横浜市会議員大岩まさかず(旭区) 

2018年01月09日 (火)

横浜の市花「バラ」〜歴史のストーリーを新たな価値創造(ブランディング)へ

「バラ」と横浜市〜歴史のストーリー

バラが横浜市に上陸したのは、幕末から明治の初めにかけてのころです。外国人商館の庭に咲いていたバラは、外国人と日本人の交流が広がるにつれ、次第に一般の家庭でも見られるようになり、関東大震災の頃には、市内のあちこちで咲き乱れていました。

 

「バラ」〜日米親善のシンボル

関東大震災では、横浜市は大きな被害を受けましたが、アメリカのシアトル市から、あたたかい支援を受け、そのお礼に、昭和4年、横浜市から、桜の苗木を贈ったところ、さらにそのお礼として、シアトル市からたくさんのバラの苗木をいただきました。

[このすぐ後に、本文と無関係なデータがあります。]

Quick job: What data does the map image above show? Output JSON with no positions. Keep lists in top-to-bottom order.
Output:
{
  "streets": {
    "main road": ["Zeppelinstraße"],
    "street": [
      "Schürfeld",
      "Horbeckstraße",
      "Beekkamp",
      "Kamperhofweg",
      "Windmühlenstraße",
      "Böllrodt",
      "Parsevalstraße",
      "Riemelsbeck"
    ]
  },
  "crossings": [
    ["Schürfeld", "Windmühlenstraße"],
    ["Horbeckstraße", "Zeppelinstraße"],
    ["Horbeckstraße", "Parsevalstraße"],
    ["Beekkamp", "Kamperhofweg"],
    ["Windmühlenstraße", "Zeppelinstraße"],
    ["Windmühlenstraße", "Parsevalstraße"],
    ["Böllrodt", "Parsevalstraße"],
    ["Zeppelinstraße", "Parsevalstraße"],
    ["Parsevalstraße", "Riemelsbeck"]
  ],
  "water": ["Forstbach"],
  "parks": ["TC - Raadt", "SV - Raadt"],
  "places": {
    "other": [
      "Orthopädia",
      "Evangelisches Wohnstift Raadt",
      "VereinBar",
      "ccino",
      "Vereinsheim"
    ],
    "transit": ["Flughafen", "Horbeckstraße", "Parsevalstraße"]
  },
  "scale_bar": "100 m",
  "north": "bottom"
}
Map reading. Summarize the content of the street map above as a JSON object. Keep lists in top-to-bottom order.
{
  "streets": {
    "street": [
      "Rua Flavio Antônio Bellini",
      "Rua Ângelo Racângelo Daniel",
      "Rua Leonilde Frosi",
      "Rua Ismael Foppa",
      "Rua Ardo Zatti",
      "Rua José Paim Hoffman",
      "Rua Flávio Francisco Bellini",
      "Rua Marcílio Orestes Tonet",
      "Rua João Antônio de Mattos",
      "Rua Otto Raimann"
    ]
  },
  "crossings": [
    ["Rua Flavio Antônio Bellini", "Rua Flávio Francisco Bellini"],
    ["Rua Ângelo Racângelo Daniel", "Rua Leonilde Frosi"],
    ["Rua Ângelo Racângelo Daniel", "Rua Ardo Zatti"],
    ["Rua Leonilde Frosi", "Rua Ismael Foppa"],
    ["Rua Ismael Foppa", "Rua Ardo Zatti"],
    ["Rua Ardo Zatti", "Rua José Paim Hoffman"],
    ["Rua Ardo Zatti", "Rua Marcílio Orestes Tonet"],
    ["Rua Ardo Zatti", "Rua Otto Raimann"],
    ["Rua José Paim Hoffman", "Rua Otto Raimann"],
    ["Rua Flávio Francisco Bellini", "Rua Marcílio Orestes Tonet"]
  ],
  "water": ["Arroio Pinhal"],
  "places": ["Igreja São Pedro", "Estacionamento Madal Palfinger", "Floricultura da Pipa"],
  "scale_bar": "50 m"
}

このバラは、野毛山公園や山下公園に植えられ、「日米親善のバラ」として親しまれ、これをきっかけに、さらに市内にバラが広がりました。

 

「バラ」〜国際仮装行列の先駆け

昭和10年から、開港記念日を「バラ祭」と呼び、「バラ行進」「バラ賛歌」などの行事も行われました。これは、現在の「国際仮装行列」の先駆けとなるものです。

 

「愛市の花バッチ」〜「バラ」が市民の花として定着

その後、昭和26年の横浜開港93周年記念の「みなと祭」において、シンボルとして、バラの造花のバッチ「愛市の花(あいしのはな)」が配布されました。のちに「愛市の花」バッジは、1つ10円で販売され、開港記念日にこのバッチをつけたこどもは、市内の公共施設を無料で利用できるといった取組も行われ、これにより、バラが、市民の花として定着してきました。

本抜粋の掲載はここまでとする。